Katrina is not unique. Over 79% of people use smartphones to help with shopping, and about 60% of shoppers make their buying decision even before talking to a sales rep, according to the Corporate Executive Board. This fundamental shift in the way people buy has made it increasingly important for businesses to have the right technology in place to stay top of mind with consumers and stay ahead of the competition.
Marketing automation platforms, such as Pardot and Salesforce Marketing Cloud, can track a sales lead’s activities on a company website, capture their email address via a form, use predictive intelligence technology to show product recommendations based on their e-commerce web visit history, automate personalized emails based on a lead’s shopping cart or wish list, and more. All of these capabilities allow businesses to send the right message to the right person at the right time. Ultimately, marketing automation enables businesses to scale meaningful, one-to-one relationships with their customers, which results in higher revenues and shortened sales cycles.
A new breed of chief marketing officers
With digital marketing taking the place of traditional forms of advertising, like television and radio, it has become increasingly important for marketers to embrace marketing automation. This transformation is shaping a new breed of CMOs – the chief marketing technologist.

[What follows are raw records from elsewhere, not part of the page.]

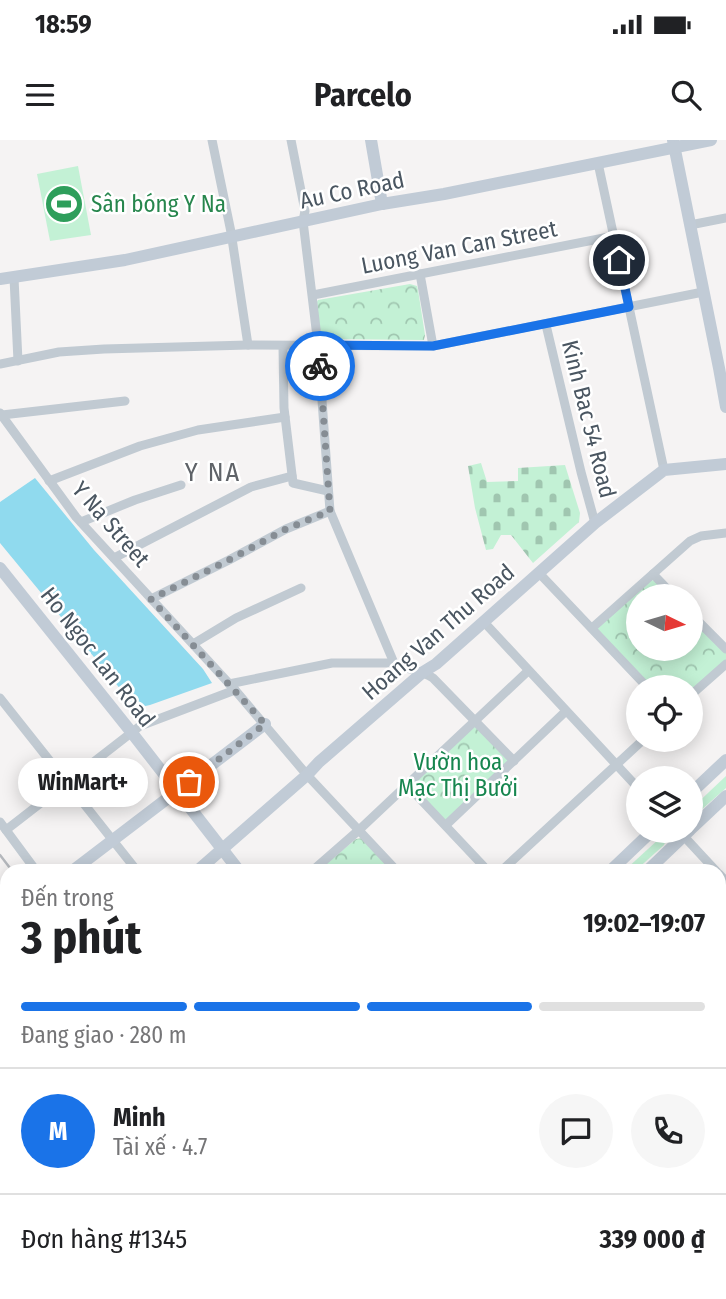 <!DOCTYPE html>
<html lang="vi">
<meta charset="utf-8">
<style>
body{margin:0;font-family:"Fira Sans Condensed",sans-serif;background:#f6f6f6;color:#202124;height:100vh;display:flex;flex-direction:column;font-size:26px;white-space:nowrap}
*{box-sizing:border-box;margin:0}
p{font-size:23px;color:#757577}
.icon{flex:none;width:38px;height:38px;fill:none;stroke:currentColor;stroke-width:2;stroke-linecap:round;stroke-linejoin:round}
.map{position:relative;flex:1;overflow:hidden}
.details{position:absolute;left:0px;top:724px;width:726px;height:436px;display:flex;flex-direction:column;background:#fff;border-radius:21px 21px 0 0;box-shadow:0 4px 18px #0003}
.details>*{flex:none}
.needle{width:46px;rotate:95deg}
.fabs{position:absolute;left:626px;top:444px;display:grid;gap:14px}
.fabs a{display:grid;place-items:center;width:77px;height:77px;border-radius:50%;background:#fff;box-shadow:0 4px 18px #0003;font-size:35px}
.pin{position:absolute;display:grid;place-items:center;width:60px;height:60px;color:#fff;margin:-30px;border:4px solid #fff;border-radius:50%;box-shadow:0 2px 7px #0007}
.courier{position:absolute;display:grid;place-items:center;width:70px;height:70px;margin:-35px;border:5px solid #1a73e8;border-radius:50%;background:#fff;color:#222;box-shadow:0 2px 9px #0007}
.bubble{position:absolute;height:49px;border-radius:24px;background:#fff;box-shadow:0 4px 18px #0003;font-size:23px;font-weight:700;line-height:49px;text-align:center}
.summary em{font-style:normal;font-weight:700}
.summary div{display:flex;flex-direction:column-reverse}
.summary{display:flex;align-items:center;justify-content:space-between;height:119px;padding:0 21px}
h1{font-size:46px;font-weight:700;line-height:52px}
.bar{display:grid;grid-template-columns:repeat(4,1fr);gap:10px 7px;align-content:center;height:84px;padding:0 21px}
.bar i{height:9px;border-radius:5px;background:#e0e0e0}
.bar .on{background:#1a73e8}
.bar p{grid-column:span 4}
.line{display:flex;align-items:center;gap:18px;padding:0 21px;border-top:2px solid #e0e0e0}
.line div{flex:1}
.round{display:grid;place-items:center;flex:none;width:74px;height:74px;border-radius:37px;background:#f6f6f6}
.status{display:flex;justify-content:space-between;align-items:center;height:49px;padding:0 35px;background:#fff;direction:ltr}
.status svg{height:19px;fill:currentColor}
header{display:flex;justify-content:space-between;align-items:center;height:91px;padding:0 21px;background:#fff;font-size:32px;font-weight:700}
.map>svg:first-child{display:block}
</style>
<div class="status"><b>18:59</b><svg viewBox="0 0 49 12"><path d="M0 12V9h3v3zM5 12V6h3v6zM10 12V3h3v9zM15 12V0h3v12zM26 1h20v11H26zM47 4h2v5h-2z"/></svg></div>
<header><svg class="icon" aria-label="menu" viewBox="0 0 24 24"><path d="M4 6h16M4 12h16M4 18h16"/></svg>Parcelo<svg class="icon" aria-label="search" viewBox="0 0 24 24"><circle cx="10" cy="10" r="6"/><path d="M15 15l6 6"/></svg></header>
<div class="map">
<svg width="726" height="1159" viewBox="0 0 726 1159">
<defs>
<pattern id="forest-crowns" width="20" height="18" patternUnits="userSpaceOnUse" patternTransform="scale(1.75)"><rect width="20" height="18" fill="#c3f1d5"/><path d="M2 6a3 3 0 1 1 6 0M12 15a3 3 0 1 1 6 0" fill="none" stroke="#a0c6b0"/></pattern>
<pattern id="cemetery-stones" width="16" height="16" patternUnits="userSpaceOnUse" patternTransform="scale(1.75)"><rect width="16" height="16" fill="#c3f1d5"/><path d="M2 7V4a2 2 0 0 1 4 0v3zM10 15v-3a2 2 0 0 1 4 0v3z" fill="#a0c6b0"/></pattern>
</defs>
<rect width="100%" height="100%" fill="#f5f3f3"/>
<!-- green -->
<g fill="#c3f1d5">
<polygon points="78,26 91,95 50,101 37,34"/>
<polygon points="726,636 726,648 691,679 691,669"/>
<polygon points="663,697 666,700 664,705 635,731 624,731 660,698"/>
</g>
<!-- forest -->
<g fill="url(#forest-crowns)">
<polygon points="410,144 417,146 418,150 425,195 424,200 328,199 320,196 317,162 318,160"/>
<polygon points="651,440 656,441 672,457 639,457 639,509 691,509 691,476 726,512 726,522 691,550 691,548 652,548 598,491 598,486"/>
<polygon points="473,587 478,587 509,618 508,624 449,680 443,680 413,648 412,643"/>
<polygon points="363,698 395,732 316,732 356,699"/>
</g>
<!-- cemetery -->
<polygon fill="url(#cemetery-stones)" points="481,323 487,342 518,341 518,328 565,325 580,373 579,382 533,423 511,395 501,395 493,409 486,410 475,368 468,326"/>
<!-- water -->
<polygon fill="#90daee" points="35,338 94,410 203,529 212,543 150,565 136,568 0,403 0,362"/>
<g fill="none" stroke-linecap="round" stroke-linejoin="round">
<!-- street -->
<g stroke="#c1cad2" stroke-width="9">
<polyline points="212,0 231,92 248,205"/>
<path d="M291 0 305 71 303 81 318 205 330 371 394 523C407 530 421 530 433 538L514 621"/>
<polyline points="598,23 664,330"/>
<polyline points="690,85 726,78"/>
<polyline points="420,134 433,206"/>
<polyline points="14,138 18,221"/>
<polyline points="313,155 614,96"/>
<polyline points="546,185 581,332 595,383"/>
<polyline points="283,206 284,268 293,343 328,351"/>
<polyline points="0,224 59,212 104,209 248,205 433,206 703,152"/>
<polyline points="0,273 76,377 235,550 307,635 398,732"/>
<polyline points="2,275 125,261"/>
<polyline points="49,341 140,306 198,290 285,277"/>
<polyline points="81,382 135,360 181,345"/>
<polyline points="114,418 251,347 292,336"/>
<polyline points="539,433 648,548"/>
<polyline points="653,434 675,457"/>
<polyline points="151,459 229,420 286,389 330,371"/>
<polyline points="691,474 726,509"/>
<polyline points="483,481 639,649"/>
<polyline points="592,488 690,401 701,396 726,393"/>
<polyline points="193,504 236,478 301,448"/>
<polyline points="229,544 332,523 394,523"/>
<polyline points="691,555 726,524"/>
<polyline points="0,558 138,732"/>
<polyline points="407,645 489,732"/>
<polyline points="0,682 37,732"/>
<polyline points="446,685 566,571"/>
<polyline points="6,690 140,586 235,550"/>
<polyline points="679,691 717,732"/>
<polyline points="311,732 359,690 528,531"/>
<polyline points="500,732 643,600"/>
<polyline points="719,734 726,741"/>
<polyline points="0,748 7,757"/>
<polyline points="719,753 726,747"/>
<polyline points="0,813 7,824"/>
<polyline points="719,826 726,833"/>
<polyline points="0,867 7,864"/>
<polyline points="0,953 7,950"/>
<polyline points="0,1039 7,1035"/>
<polyline points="351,1153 356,1159"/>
<path d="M224 1159C233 1157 246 1152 253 1159"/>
<polyline points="382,1159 383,1153"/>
</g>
<!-- secondary -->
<g stroke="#c1cbd6" stroke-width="12">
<polyline points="371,0 382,64"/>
<polyline points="673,0 719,228 726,267"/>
<polyline points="0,139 125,120 382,64 444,54 711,0"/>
<polyline points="0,428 132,593 240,732"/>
<polyline points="691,653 726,620"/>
<polyline points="691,689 726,656"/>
<polyline points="71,732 265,584"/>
<polyline points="196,732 307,635 319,622 423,532 436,524 595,383 664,330 726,324"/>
<polyline points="609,732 652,691"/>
<polyline points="646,732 689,691"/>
<polyline points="0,780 7,772"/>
<polyline points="719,875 726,875"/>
<polyline points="127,1159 136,1153"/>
<polyline points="168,1159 177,1153"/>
<polyline points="455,1159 458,1153"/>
</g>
<!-- primary -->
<g stroke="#b3c2d1" stroke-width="14">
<polyline points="0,1048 7,1062"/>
<polyline points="52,1153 54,1159"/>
</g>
<!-- rail -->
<g stroke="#b5b8bd" stroke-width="2.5">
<polyline points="0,715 13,732"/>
<polyline points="343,1153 348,1159"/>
</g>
</g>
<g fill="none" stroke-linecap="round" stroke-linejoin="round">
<!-- done -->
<polyline stroke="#868d94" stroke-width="7" stroke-dasharray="0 12.6" points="189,642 265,584 151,459 229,420 286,389 330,371 320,226"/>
<!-- route -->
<polyline stroke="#1a73e8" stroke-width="9" points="320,226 318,205 433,206 629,167 619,120"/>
</g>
<!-- icons -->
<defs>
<symbol id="stadium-disc" viewBox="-11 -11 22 22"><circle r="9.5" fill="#2e9e5b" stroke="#fff"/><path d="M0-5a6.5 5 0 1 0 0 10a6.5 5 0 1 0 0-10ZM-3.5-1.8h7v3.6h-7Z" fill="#fff"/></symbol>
</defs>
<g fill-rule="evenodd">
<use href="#stadium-disc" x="42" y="42" width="44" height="44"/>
</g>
<g text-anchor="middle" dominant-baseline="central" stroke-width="5" stroke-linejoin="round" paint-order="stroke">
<!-- street labels -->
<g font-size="23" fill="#4a5661" stroke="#fff">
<text transform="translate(352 50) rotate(-12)">Au Co Road</text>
<text transform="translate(459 107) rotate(-11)">Luong Van Can Street</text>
<text transform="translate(589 279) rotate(76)">Kinh Bac 54 Road</text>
<text transform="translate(111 384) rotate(49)">Y Na Street</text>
<text transform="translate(438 492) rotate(-41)">Hoang Van Thu Road</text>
<text transform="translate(98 517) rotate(52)">Ho Ngoc Lan Road</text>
</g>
<!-- leisure labels -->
<g font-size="23" fill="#27864d" stroke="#fff" text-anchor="start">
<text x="91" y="64">Sân bóng Y Na</text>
</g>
<!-- park labels -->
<g font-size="23" fill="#17864f" stroke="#fff">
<text x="458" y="622">Vườn hoa<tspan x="458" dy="26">Mạc Thị Bưởi</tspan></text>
</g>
<!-- quarter labels -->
<g font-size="26" letter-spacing="2" fill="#5f6368" stroke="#fff">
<text x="213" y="332">Y NA</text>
</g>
</g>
</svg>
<div class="fabs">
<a><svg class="needle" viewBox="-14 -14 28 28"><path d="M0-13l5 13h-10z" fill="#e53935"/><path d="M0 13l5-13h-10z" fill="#757577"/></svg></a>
<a><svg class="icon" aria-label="locate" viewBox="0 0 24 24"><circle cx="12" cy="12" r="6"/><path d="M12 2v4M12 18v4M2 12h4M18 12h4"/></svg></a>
<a><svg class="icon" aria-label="layers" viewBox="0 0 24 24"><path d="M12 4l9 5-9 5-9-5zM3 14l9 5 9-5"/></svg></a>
</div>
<div class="pin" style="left:189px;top:642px;background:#ea580c"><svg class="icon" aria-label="bag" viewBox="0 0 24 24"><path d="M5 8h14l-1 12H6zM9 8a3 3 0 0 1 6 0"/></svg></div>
<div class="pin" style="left:619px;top:120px;background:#1f2937"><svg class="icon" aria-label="home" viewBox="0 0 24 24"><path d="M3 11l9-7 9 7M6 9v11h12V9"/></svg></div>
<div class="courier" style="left:320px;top:226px"><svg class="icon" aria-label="bike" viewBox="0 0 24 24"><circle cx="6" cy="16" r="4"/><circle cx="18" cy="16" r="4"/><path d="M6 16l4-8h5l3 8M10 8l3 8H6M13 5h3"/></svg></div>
<div class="bubble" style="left:18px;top:618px;width:130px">WinMart+</div>
<section class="details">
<div class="summary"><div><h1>3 phút</h1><p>Đến trong</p></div><em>19:02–19:07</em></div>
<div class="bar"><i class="on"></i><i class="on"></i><i class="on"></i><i></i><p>Đang giao · 280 m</p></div>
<div class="line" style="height:126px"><b class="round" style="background:#1a73e8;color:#fff">M</b><div><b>Minh</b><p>Tài xế · 4.7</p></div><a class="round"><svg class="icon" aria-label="chat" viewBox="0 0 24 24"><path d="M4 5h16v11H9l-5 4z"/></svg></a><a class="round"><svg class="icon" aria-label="phone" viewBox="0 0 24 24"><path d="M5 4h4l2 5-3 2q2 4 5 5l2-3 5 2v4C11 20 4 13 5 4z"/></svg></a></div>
<div class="line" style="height:91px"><div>Đơn hàng #1345</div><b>339 000 ₫</b></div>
</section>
</div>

With the rise of marketing automation platforms, marketing has quickly become one of the most technology-reliant functions in today’s businesses. According to Gartner, chief marketing officers will spend more on technology than chief information officers by the end of this year.
Stay ahead of the game
The emerging role of the CMT will focus on both marketing strategy, as well as the technology required to execute this strategy. It will bridge the gap between marketing and information technology. The question for businesses is: Do you have the right technology in place to stay ahead of the game? And the question for marketers is: Do your current skillsets align with this new landscape?